Kathrine Curtis v. City of Charlevoix
328456
| Mich. Ct. App. | Nov 22, 2016Background
- Plaintiff tripped on a tree grate in a paved walkway running through the City of Charlevoix municipal parking lot and injured her ankle.
- The walkway connected at its ends to two parallel public streets (Antrim and Mason) and ran perpendicular to them; plaintiff described walking “through the … municipal parking lot” and falling on the “sidewalk within the parking lot.”
- Defendant city moved for summary disposition under MCR 2.116(C)(7), arguing governmental immunity applied because the walkway was not a sidewalk “adjacent to” a public highway within the highway exception (MCL 691.1402).
- The trial court denied summary disposition, relying on a dictionary definition of “adjacent” and finding the walkway was “lying near or close to” the public streets.
- The Court of Appeals reviewed de novo and concluded prior caselaw requires that a statutory “sidewalk” run alongside a road; a walkway through a parking lot that does not run alongside the road is not a sidewalk for purposes of the highway exception.
- The Court reversed, holding the highway exception did not apply and remanded with instructions to grant summary disposition for the city.
Issues
| Issue | Plaintiff's Argument | Defendant's Argument | Held |
|---|---|---|---|
| Whether the walkway where plaintiff fell is a “sidewalk” adjacent to a public highway under MCL 691.1401(f)/1402 | The walkway is part of the interconnected sidewalk system, is near the streets, and thus is "adjacent" to public roads | The walkway is inside a parking lot and does not run alongside the public roads, so it is not a statutory "sidewalk" and highway exception does not apply | Walkway is not a statutory "sidewalk" because it does not run alongside the roadway; highway exception inapplicable; summary disposition for city required |
| Proper interpretive method for “adjacent” and “sidewalk” | Rely on dictionary definition of "adjacent" (near or close) to find coverage | Follow binding caselaw construing "sidewalk" as a pedestrian path along the side of a road; orientation to roadway controls, not mere proximity | Court erred in relying on dictionary meaning; controlling precedent requires the pedestrian way run alongside the road, not merely be near it |
| Whether factual allegations that walkway might serve as a through street (making it a public highway) could avoid immunity | Plaintiff argued the parking lot might be a street/throughway, making the walkway part of a highway system | Defendant noted complaint pleaded walking "through a parking lot," not that it was a public street; plaintiff did not plead facts avoiding immunity | Court declined to consider the alternative street/throughway theory because it was not properly pleaded; accepted complaint facts for summary-disposition review |
Key Cases Cited
- Hatch v.
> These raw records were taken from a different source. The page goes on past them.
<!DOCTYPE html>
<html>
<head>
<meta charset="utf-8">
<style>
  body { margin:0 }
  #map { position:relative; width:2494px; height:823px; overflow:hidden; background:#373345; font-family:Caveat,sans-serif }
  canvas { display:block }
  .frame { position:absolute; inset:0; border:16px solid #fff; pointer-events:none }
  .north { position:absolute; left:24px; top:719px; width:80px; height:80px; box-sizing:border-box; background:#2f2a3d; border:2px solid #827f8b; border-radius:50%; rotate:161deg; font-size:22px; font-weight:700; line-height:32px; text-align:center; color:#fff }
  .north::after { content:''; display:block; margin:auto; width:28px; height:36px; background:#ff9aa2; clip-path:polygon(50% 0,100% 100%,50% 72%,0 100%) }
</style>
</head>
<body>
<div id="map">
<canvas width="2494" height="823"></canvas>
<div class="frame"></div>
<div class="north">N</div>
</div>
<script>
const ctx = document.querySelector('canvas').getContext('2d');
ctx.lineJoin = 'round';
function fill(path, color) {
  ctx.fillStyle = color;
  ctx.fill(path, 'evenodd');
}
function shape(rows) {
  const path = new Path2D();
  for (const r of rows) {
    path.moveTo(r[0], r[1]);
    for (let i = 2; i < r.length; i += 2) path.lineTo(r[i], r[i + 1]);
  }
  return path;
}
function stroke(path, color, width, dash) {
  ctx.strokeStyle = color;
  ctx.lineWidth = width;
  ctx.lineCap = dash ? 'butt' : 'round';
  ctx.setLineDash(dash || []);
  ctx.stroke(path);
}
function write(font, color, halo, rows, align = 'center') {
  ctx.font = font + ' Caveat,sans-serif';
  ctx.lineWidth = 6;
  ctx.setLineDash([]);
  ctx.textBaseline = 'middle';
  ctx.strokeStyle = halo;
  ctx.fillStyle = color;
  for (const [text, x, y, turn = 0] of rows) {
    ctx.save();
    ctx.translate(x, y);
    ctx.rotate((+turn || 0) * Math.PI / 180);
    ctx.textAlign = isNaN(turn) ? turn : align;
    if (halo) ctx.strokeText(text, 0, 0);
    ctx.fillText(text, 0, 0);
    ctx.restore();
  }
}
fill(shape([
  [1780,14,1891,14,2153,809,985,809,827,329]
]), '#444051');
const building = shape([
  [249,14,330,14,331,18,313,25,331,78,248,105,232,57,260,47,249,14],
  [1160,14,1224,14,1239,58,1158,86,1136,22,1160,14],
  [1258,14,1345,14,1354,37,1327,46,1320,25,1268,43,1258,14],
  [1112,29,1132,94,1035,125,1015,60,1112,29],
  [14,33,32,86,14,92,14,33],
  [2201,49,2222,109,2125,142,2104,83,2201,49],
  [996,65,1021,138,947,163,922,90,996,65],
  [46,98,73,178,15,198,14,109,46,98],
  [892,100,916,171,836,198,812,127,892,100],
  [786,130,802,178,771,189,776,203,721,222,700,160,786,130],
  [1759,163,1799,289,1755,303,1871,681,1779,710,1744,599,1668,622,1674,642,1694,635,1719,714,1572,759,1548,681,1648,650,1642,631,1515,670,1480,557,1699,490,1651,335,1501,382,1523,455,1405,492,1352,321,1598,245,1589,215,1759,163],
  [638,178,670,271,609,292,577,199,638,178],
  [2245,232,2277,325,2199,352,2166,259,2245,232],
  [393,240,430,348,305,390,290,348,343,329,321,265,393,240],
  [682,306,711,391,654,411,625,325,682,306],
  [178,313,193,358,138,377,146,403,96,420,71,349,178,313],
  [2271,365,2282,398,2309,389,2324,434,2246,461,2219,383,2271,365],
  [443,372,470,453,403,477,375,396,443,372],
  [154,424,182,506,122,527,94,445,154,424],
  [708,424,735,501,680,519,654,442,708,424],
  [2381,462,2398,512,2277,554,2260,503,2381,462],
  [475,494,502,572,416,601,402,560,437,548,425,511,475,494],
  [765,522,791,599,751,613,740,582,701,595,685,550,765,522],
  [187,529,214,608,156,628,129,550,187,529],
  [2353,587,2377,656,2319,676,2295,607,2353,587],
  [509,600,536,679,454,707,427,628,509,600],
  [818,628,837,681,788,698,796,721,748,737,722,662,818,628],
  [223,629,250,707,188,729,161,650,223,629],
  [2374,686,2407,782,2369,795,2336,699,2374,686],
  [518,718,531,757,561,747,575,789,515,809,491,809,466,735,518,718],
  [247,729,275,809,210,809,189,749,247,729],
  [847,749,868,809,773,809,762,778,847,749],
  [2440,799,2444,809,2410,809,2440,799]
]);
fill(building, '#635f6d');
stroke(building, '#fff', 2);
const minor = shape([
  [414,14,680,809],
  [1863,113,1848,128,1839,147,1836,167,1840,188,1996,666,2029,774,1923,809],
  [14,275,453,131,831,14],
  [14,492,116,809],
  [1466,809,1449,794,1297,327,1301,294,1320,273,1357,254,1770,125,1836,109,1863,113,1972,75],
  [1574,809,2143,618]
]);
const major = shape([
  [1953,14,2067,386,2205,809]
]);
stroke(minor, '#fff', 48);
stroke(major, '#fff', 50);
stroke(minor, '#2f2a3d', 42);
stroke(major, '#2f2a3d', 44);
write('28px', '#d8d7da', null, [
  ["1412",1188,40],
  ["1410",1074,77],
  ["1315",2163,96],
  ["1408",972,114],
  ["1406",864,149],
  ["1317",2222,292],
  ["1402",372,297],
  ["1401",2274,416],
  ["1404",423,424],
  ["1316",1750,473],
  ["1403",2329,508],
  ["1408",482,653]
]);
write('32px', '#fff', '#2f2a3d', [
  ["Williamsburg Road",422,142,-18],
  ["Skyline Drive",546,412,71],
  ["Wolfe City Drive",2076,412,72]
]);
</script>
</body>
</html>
Grand Haven Charter Twp., 461 Mich. 457 (2000) (statutory exceptions to governmental immunity must be clearly within scope of the statute)
- Stabley v. Huron–Clinton Metro Park Auth., 228 Mich. App. 363 (1998) (a “sidewalk” is a pedestrian path that runs along the side of a road; path not alongside road is not a statutory sidewalk)
- Haaksma v. Grand Rapids, 247 Mich. App. 44 (2001) (walkway running between streets and adjacent to a parking lot is not a sidewalk along a roadway for highway-exception purposes)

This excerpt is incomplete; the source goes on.